Man of Bore
Ah... the days when huge warships sailed the seas for the greater glory of their empire. You can imagine the feel of the billowing air, the smell of the sea, the sight of chunky pixels. It was an age when captains captain's commanded with an iron fist and stood by unable to do anything until the four minutes of combat were up. Have you wanted to be commander in a game where you can see all the action but do nothing about it?
Man of War is a simulation of the age of naval combat in the late 18th and early 19th centuries. When I first looked at the manual, I was immediately impressed by the quantity of historical information included. Man of War also includes a CD-ROM titled Stowaway!, which is a reference to life on a warship during the time covered by Man of War. Gameplay in Man of War is divided into two sections. In the strategic section, you observe the entire map from an omniscient position above it all. You can issue up to 12 orders to your fleet, and inspect the condition of enemy ships. I liked the ability to see every detail of my enemy's ships, but it's a little unrealistic to know the exact condition of an enemy ship many miles away. Once you have finished issuing orders, you can click the end of turn button to enter the second section of the game.
More a Passenger than a Captain
The second section of Man of War is touted as "A revolutionary real-time first-person perspective..." It's actually more like a graphically poor, half-assed attempt at a first person game. After you have issued your orders for the turn, you get to stand around on the heavily pixelated deck of your ship and watch the other ships, in various states of pixelation carry out combat while you enjoy the bad frame rate. The real-time section of this game may be an interesting twist on turn-based strategy, but the graphics aren't very good and the frame rate on my Cyrix 166 hovered around 9-10 fps.
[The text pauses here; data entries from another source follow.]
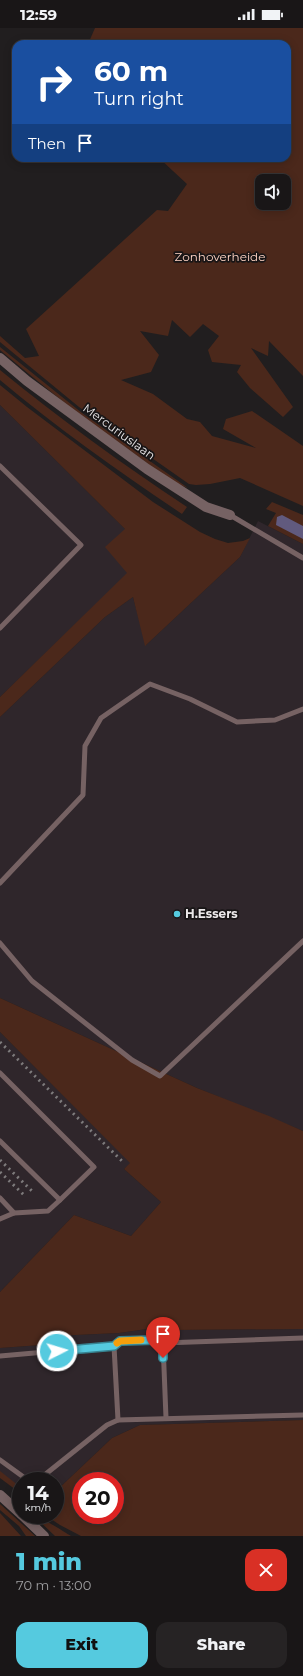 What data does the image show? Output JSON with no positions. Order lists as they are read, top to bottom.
{
  "streets": {
    "street": ["Mercuriuslaan"]
  },
  "parks": ["Zonhoverheide"],
  "places": ["H.Essers"],
  "page": {
    "status": "12:59",
    "turn": ["60 m", "Turn right"],
    "then": "Then",
    "speed": "14 km/h",
    "limit": "20",
    "heading": ["1 min", "70 m · 13:00"],
    "buttons": ["Exit", "Share"]
  }
} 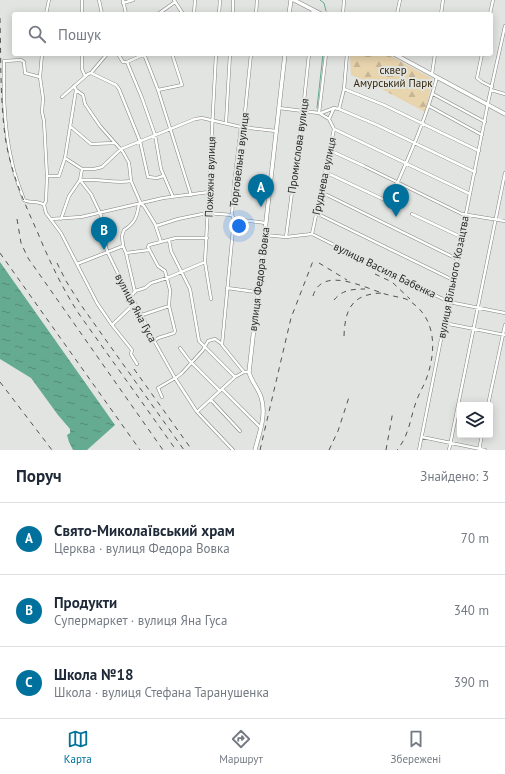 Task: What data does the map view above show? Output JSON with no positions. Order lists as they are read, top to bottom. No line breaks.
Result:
{"streets":{"street":["Промислова вулиця","Торговельна вулиця","Груднева вулиця","Пожежна вулиця","вулиця Василя Бабенка","вулиця Вільного Козацтва","вулиця Федора Вовка","вулиця Яна Гуса"]},"crossings":[["Груднева вулиця","вулиця Василя Бабенка"],["вулиця Василя Бабенка","вулиця Вільного Козацтва"]],"parks":["сквер Амурський Парк"],"page":{"search":"Пошук","pins":["A","C","B"],"heading":["Поруч","Знайдено: 3"],"list":[{"mark":"A","name":"Свято-Миколаївський храм","note":"Церква · вулиця Федора Вовка","value":"70 m"},{"mark":"B","name":"Продукти","note":"Супермаркет · вулиця Яна Гуса","value":"340 m"},{"mark":"C","name":"Школа №18","note":"Школа · вулиця Стефана Таранушенка","value":"390 m"}],"nav":["Карта","Маршрут","Збережені"]}} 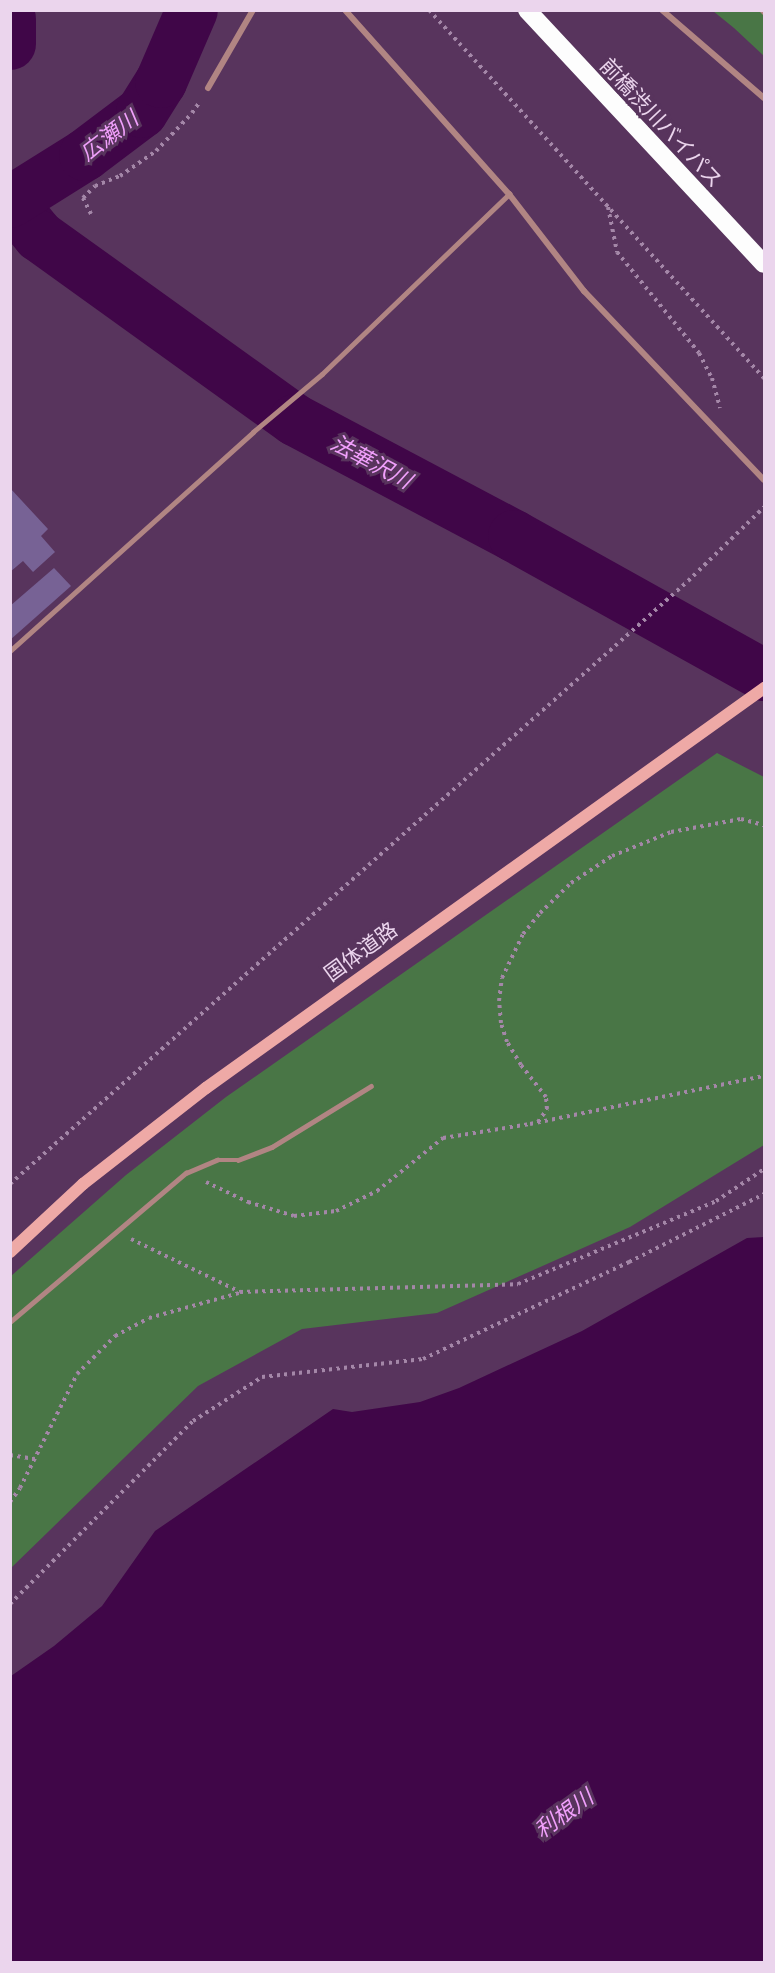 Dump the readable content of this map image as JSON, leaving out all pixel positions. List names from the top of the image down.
{
  "streets": {
    "highway": ["前橋渋川バイパス"],
    "street": ["国体道路"]
  },
  "water": ["広瀬川", "法華沢川", "利根川"]
} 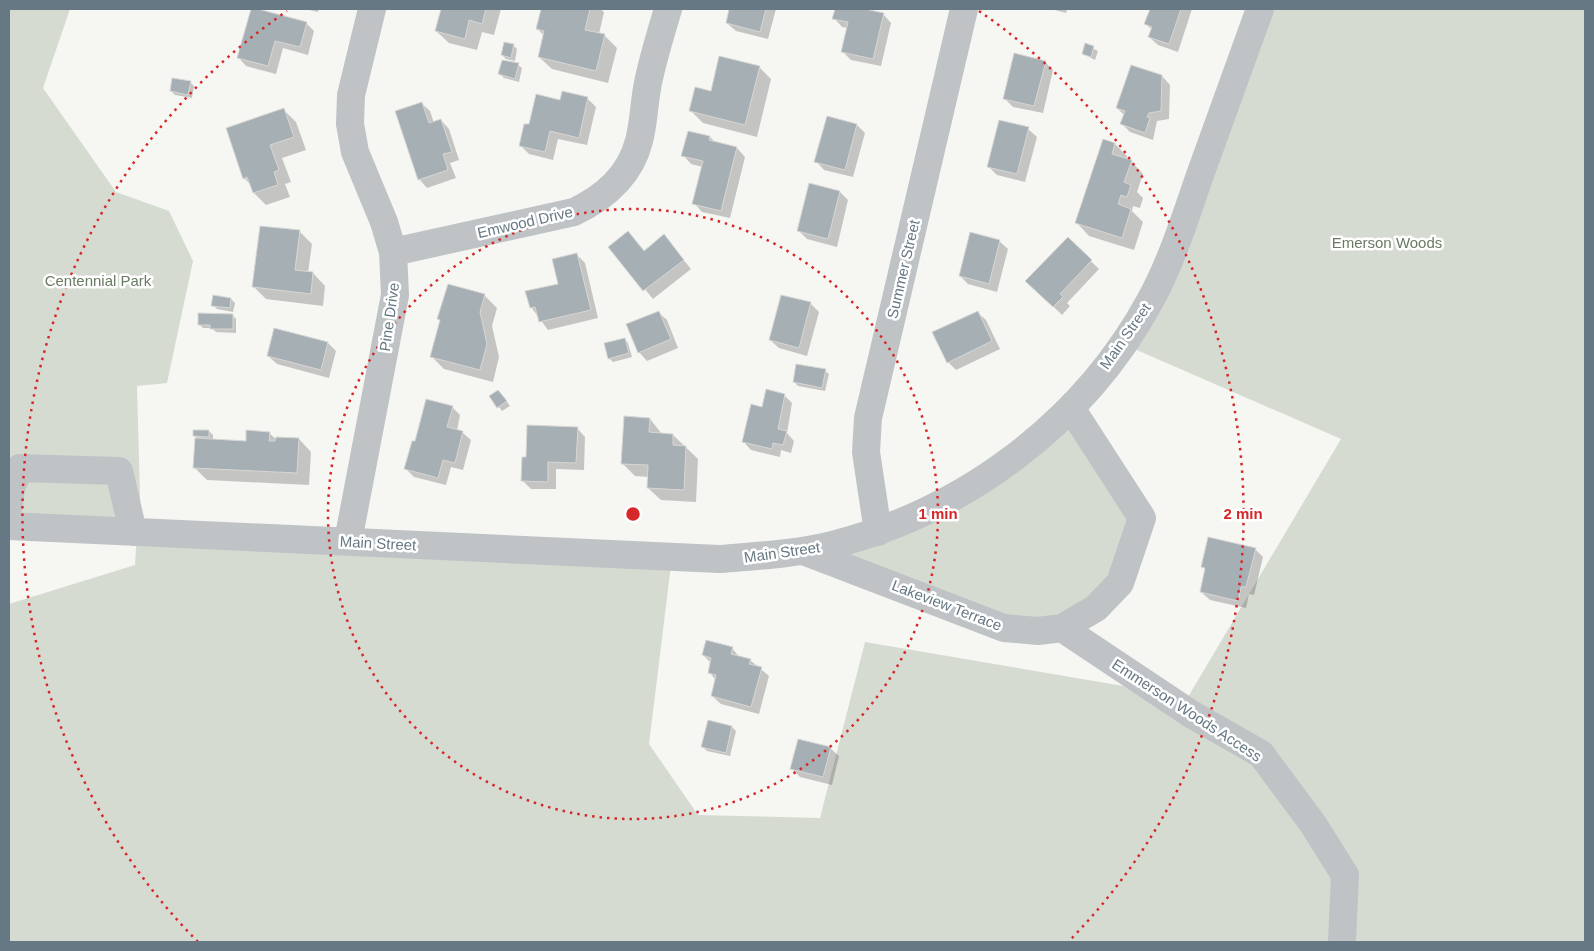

Although it's kind of interesting to be able to watch the outcome of each turn in real-time, I found it extremely annoying to be unable to issue any orders in the real- time phase or to do anything except look around. It is something of a blessing that the designers let you end the real-time segment if you get bored, but unfortunately, you can't bypass it entirely. This means that each turn, you must wait around for 30 seconds or so while the real-time engine loads.
Like Oil and Water
The turn-based part of Man of War is only fair in quality. It is nice to be allowed to have up to 150 ships in an engagement, and the scenario editor is good, but the game does not allow you any but the most basic targeting options. I would have liked to be able to choose between targeting the hull of sails of my enemy, and perhaps load my cannons with different types of shot, instead of generic cannonballs. At its heart, the main problem with Man of War is that turn-based and real-time gameplay do not mix well. The real-time aspect is aggravating because the player is powerless but to observe, and the turn-based part breaks up any feeling of action that might have been developed in the real-time part. Unfortunately, Man of War ends up a game that sounded good on paper but turned out not to be seaworthy.